Историческое бытование художественной традиции в Китае подчинялось круговому развертыванию символической формы, в ходе которого искусство и природа вступали в отношения взаимного обмена: совершенствование формы в стиле возвращало ее к предвосхищающей все сущее «таковости» бытия, а та в свою очередь давала импульс творческому воображению. Этот творческий круговорот Дао предполагал известную иерархию стилей. Таково соподчинение «внутренней», или «правильной», «великой» традиции, которая посредством стилизации образов уводит духовное внимание вспять
, к «небесной пружине» всех метаморфоз, и традиции «внешней», или «малой», ориентирующей на натуралистически-иллюзорное воспроизведение предметного мира. Сосуществование, а в исторической перспективе и равноценность двух столь несходных стилей в искусстве – главнейшая особенность художественной традиции Китая. Наконец, указанный круговорот символической формы знаменовал обретение жизни, интенсивно и сознательно прожитой, и тем самым – утверждение высших, неуничтожимых, вечнопреемственных качеств существования.Описанный здесь круговорот духовной практики, служивший основанием традиции в Китае, ставит один трудноразрешимый вопрос о происхождении фиксируемого культурой опыта: является ли этот опыт продуктом восприятия внешнего мира, или он проистекает из фантазий, проекций «древней воли»? Если мир есть только экранирующая складка, так что образы традиции с неизбежностью имеют внутренние истоки, то как получается, что мудрец, следующий этой традиции, способен безупречно «откликаться обстоятельствам» и владеть ходом событий? Как мы убедились, мир китайского искусства – это пространство абсолютно внутреннего, своего рода камера-обскура, где идущие от сердечной интуиции микровосприятия чудесным образом преображаются в образы внешнего мира. Просветленное сознание не существует вне вещей, как и вещи вне него. Здесь надо искать корни столь упорного, почти маниакального стремления китайцев соблюсти неприкосновенность своего «внутреннего мира» именно средствами этикета, декорума бытия
. Китаец отгораживается от мира, выказывая свое благорасположение к нему. Преображая посредством ритуала предметную среду в сеть типовых форм, подвижник Дао обретает духовную власть над миром, становится незримым и даже неузнаваемым царем Вселенной.Китайская традиция находила ответ на вопрос о преемственности внутреннего и внешнего в человеческой жизни в первичном фантасме мирового яйца, или мировой утробы, где внутренняя жизнь эмбриона полностью соответствует его внешней среде.

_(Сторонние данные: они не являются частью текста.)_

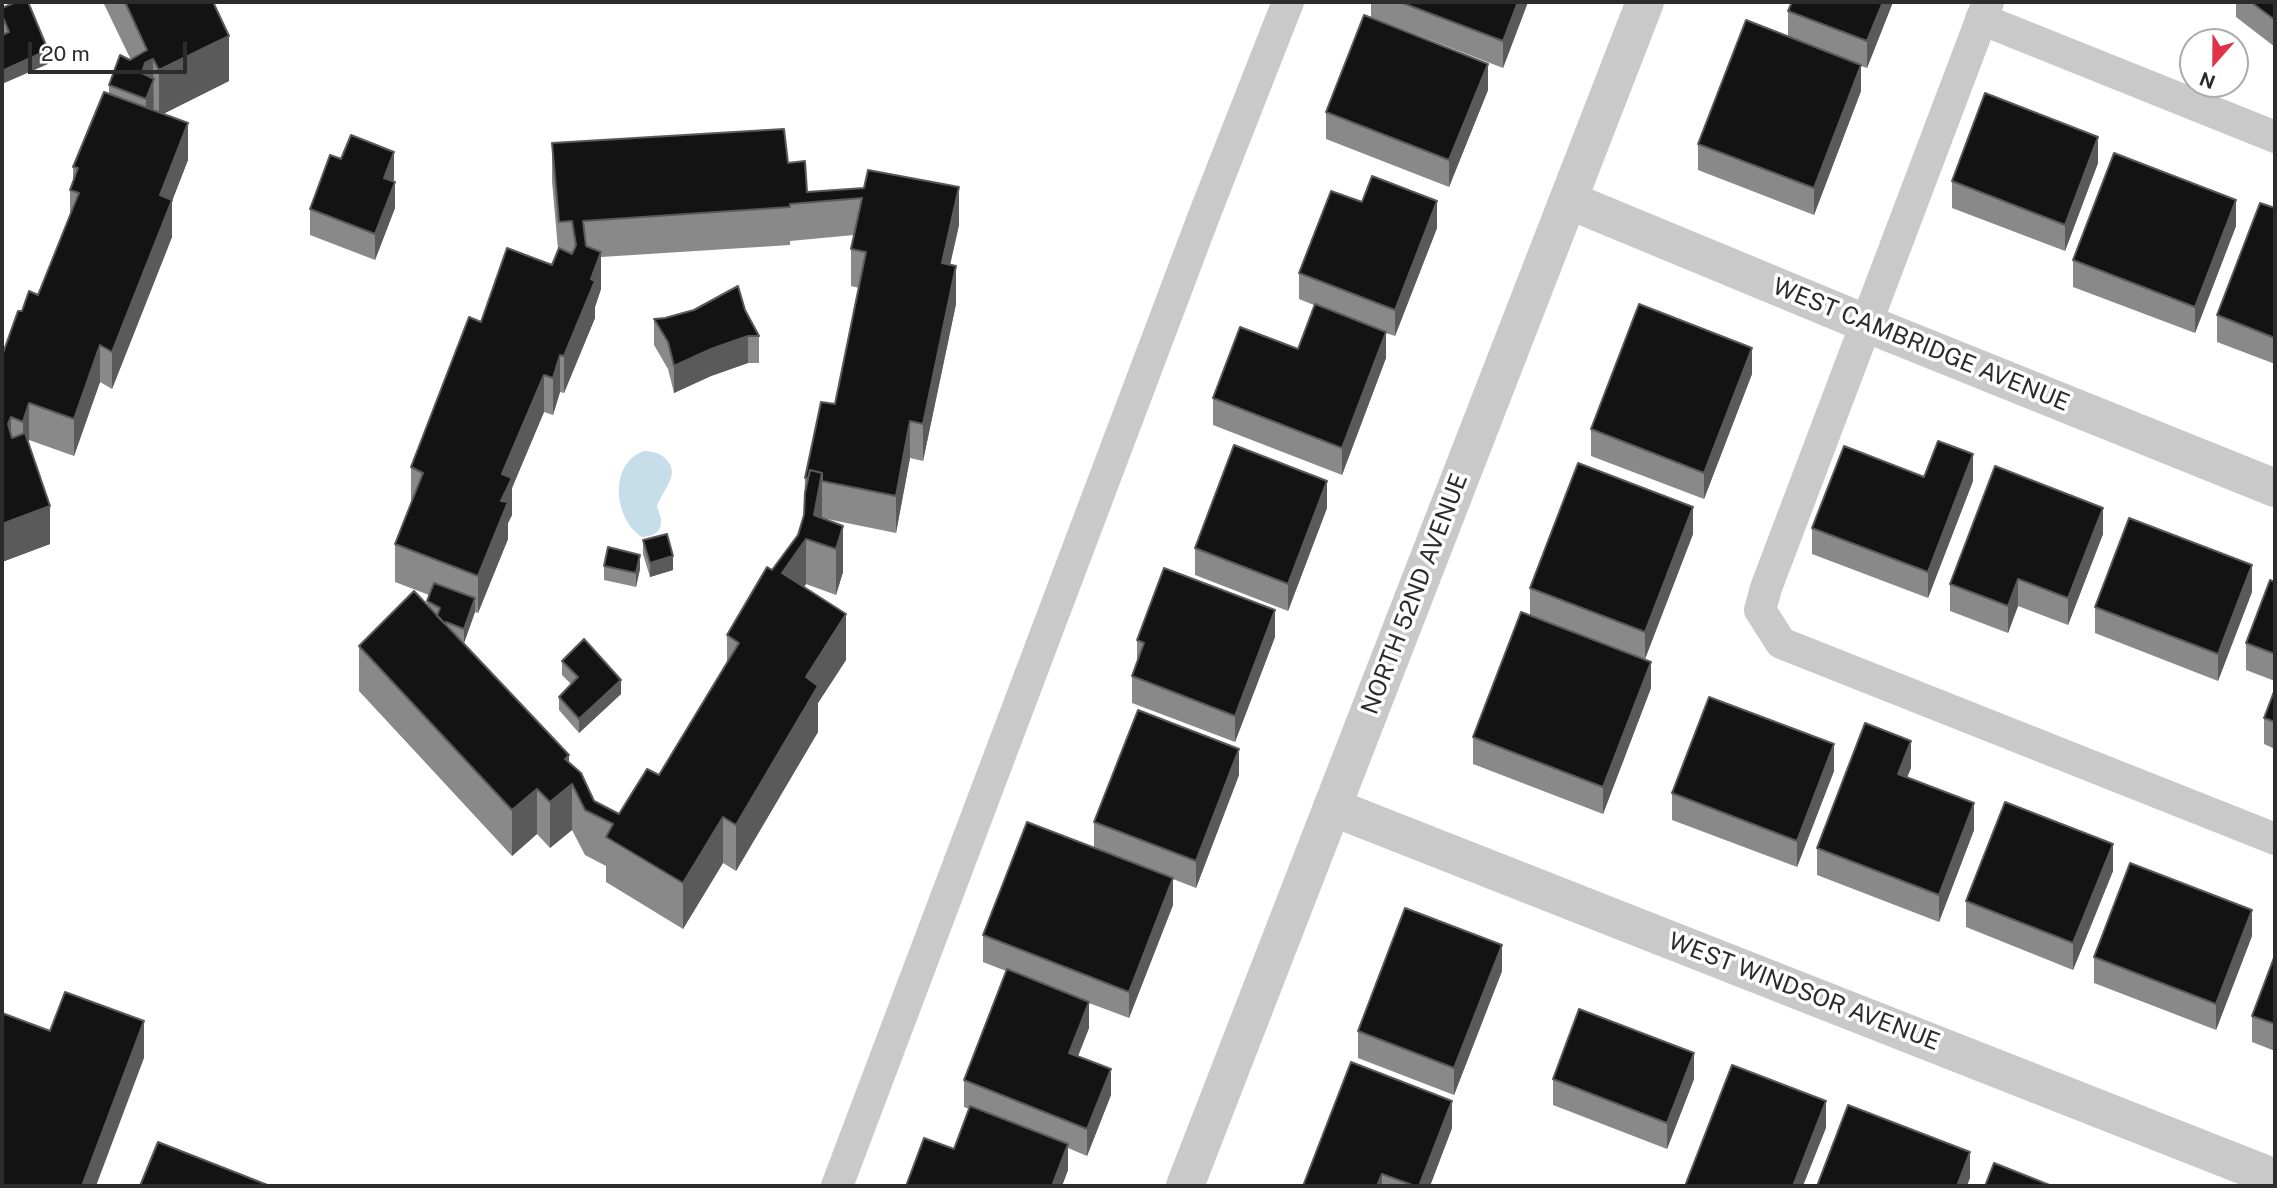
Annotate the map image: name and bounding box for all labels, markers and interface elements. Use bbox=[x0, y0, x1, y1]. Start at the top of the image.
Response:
scale bar bbox=[32, 28, 191, 72]
north arrow bbox=[2179, 28, 2249, 98]
text: 20 m bbox=[41, 41, 90, 66]
text: N bbox=[2196, 68, 2218, 94]
street label: WEST CAMBRIDGE AVENUE bbox=[1768, 272, 2074, 418]
street label: NORTH 52ND AVENUE bbox=[1356, 470, 1474, 718]
street label: WEST WINDSOR AVENUE bbox=[1664, 927, 1944, 1057]

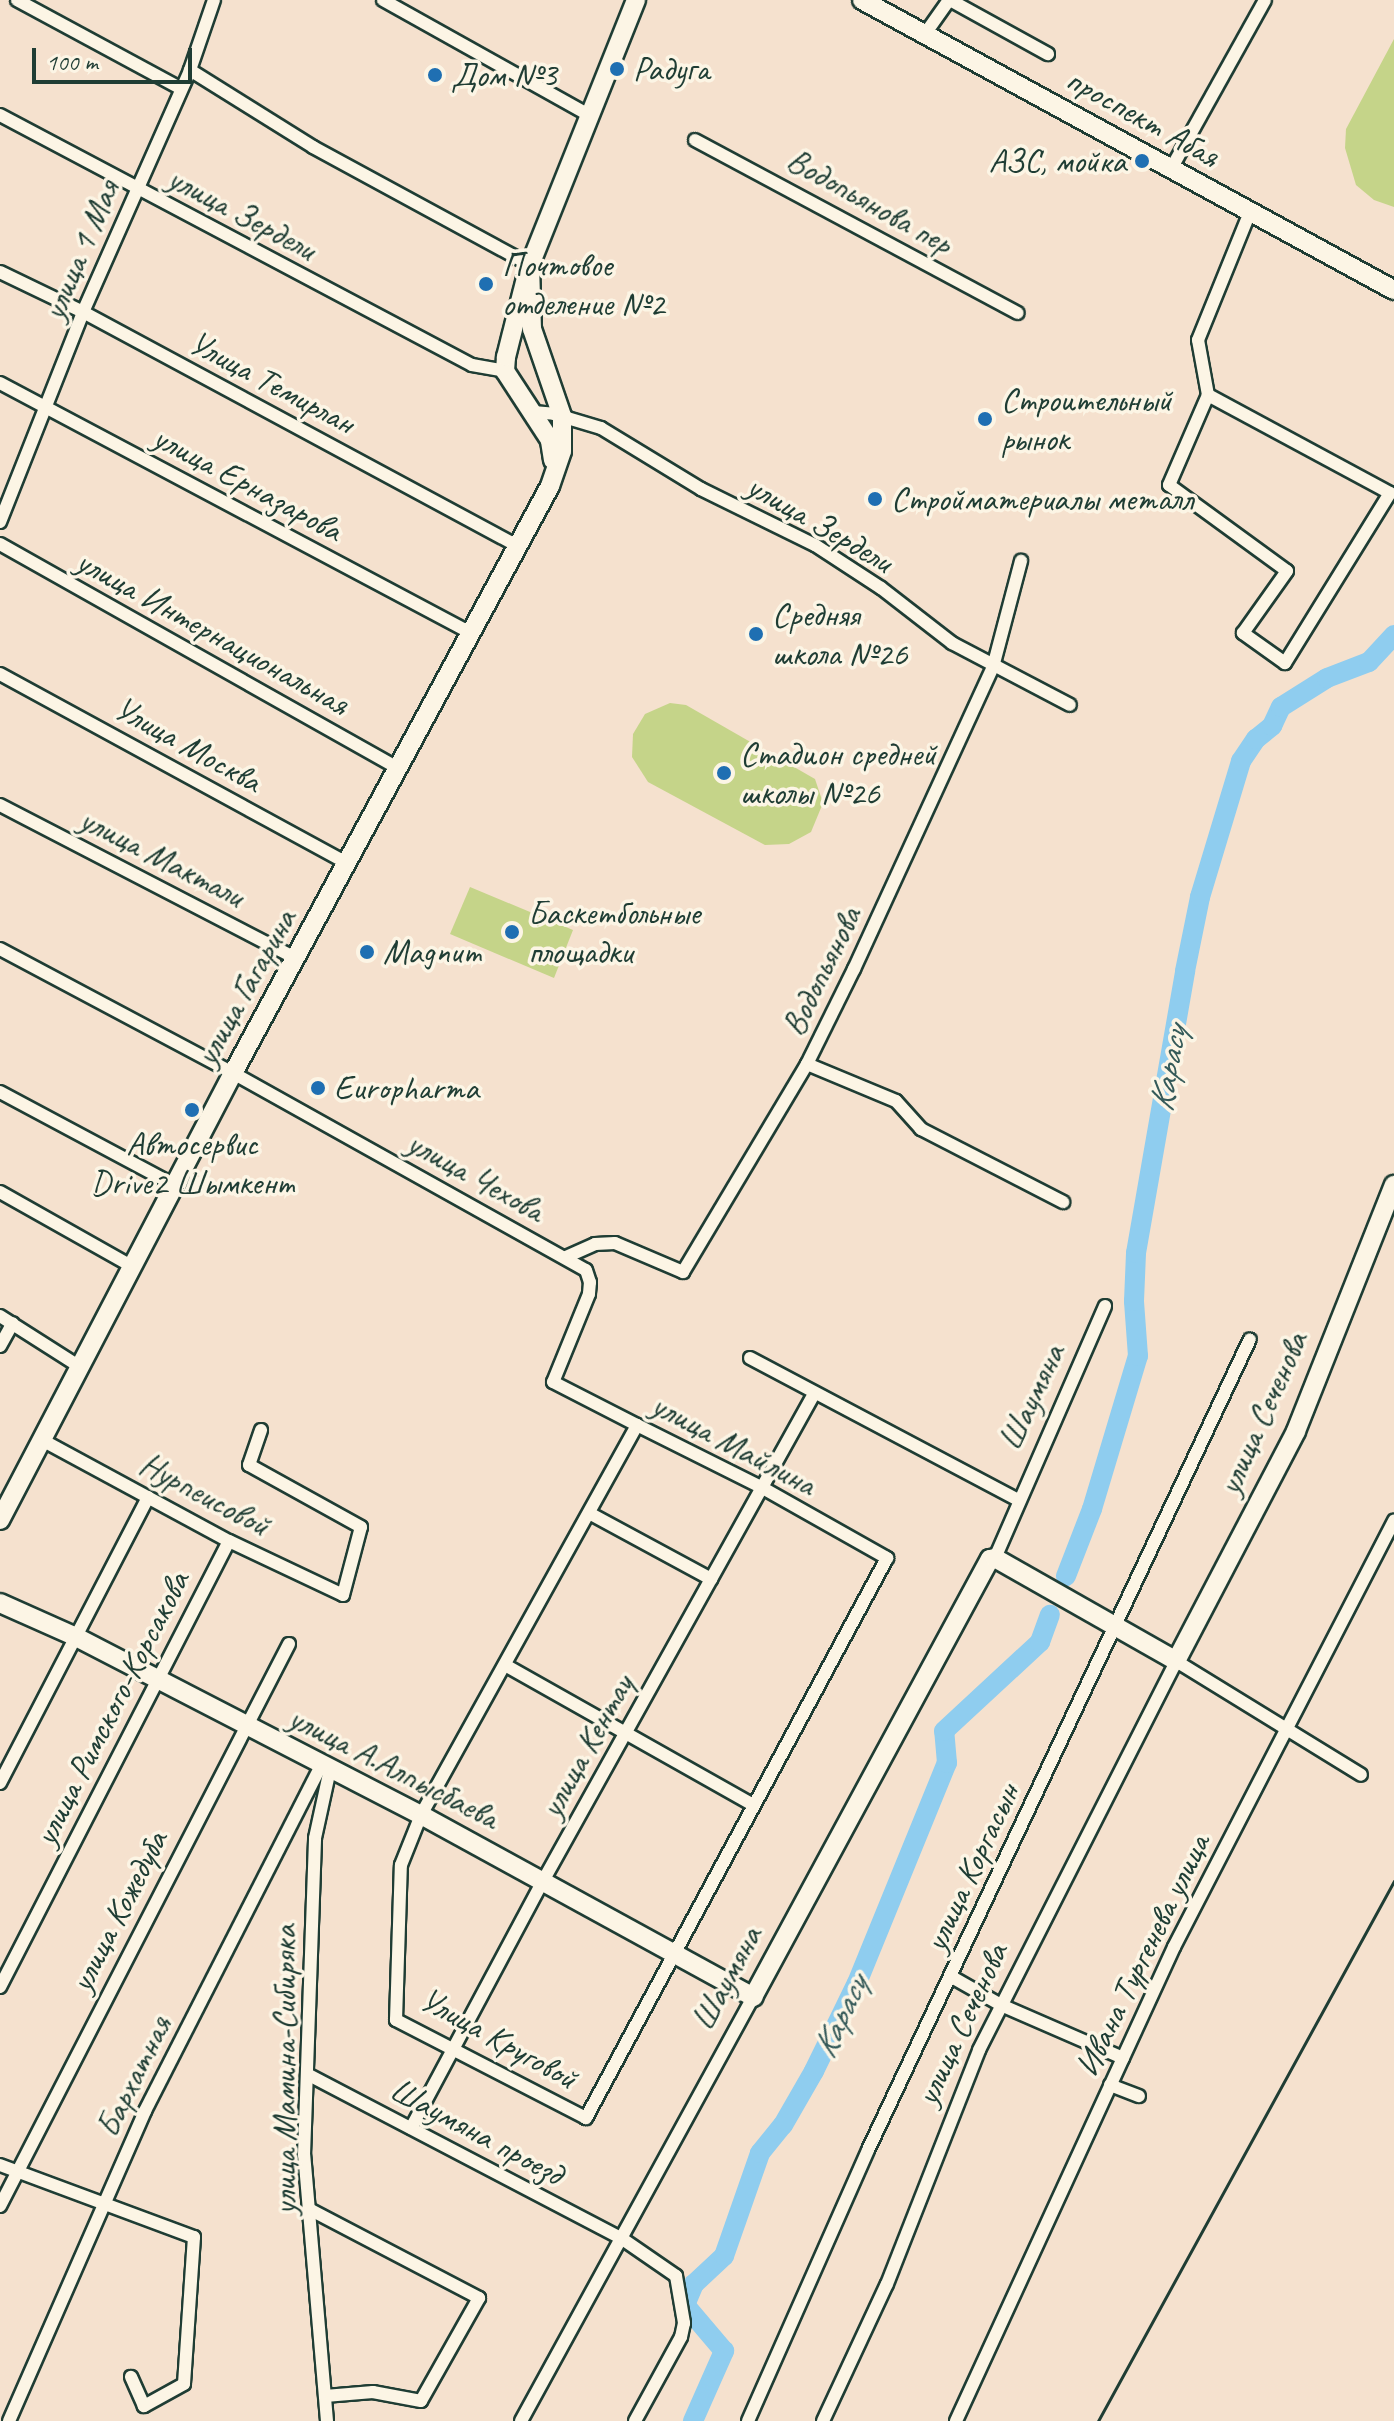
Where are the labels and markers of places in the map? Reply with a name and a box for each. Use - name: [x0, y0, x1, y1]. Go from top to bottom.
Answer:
- place label: Радуга: [633, 49, 709, 89]
- place label: Дом №3: [451, 55, 557, 95]
- marker: Радуга: [608, 60, 626, 78]
- marker: Дом №3: [426, 66, 444, 84]
- place label: АЗС, мойка: [989, 141, 1126, 181]
- marker: АЗС, мойка: [1133, 152, 1151, 170]
- place label: Почтовое отделение №2: [502, 244, 664, 324]
- marker: Почтовое отделение №2: [477, 275, 495, 293]
- place label: Строительный рынок: [1001, 379, 1172, 458]
- marker: Строительный рынок: [976, 410, 994, 428]
- place label: Стройматериалы металл: [891, 479, 1193, 519]
- marker: Стройматериалы металл: [866, 490, 884, 508]
- place label: Средняя школа №26: [772, 594, 907, 674]
- marker: Средняя школа №26: [747, 625, 765, 643]
- place label: Стадион средней школы №26: [740, 733, 936, 812]
- marker: Стадион средней школы №26: [715, 764, 733, 782]
- place label: Баскетбольные площадки: [528, 892, 700, 972]
- marker: Баскетбольные площадки: [503, 923, 521, 941]
- place label: Magnum: [383, 932, 481, 972]
- marker: Magnum: [358, 943, 376, 961]
- place label: Europharma: [334, 1068, 479, 1108]
- marker: Europharma: [309, 1079, 327, 1097]
- marker: Автосервис Drive2 Шымкент: [183, 1101, 201, 1119]
- place label: Автосервис Drive2 Шымкент: [91, 1123, 293, 1202]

Другой традиционный образ – пустотно-полная «единотелесность» Дао, поле органического само-рассеивания
, столь же трансцендентальное, сколь и эмпирическое, где всякое воздействие остается сокровенным и интимным[580]. Эту реальность и олицетворяет – чисто метафорически – «Настоящий Человек» китайской антропокосмологии, который без остатка погружен в мир и сам вмещает мир в себя. Способ его существования – открытость сердца открытости бытия, или, говоря языком китайской традиции, истечение чистой воды в чистую воду. Такой человек есть утроба и эмбрион, точка и сфера, альфа и омега. Он – тень самого себя, складка, вывернутая налицо, движение вовне, навстречу «забытому будущему». Это человек «небесный», человекопорождающий, в отличие от человека внешнего, человекоподобного.Единение семени и среды предполагает наличие некоей сверхчувствительности
, обретаемой в акте «самоопустошения» как творческой метаморфозы. Эта важнейшая посылка китайской мысли в эпоху неоконфуцианства получила уже систематическое обоснование в учении о том, что «жизненная воля» и «вещи» друг друга обусловливают и друг в друге выражаются. Традиция, таким образом, есть плод духовной работы и созидается само-про-израстанием воли. Китайскому мудрецу подвластна только жизнь, отлившаяся в формы культуры. Но тайна антропокосмического всеединства не допускает «критической рефлексии» и не имеет ни эмпирических, ни рациональных точек отсчета. Власть дается только тому, кто умеет превзойти соблазн власти. Круг духовного постижения, заданный традицией, держался доверием к интимно-неведомой реальности, чисто предположительным и все же безукоризненно точным «врожденным знанием», и эта глубочайшая интуиция человеческого духа предпослана сознанию в метафоре, связующей несовместное, утверждающей нераздельность истинного и ложного.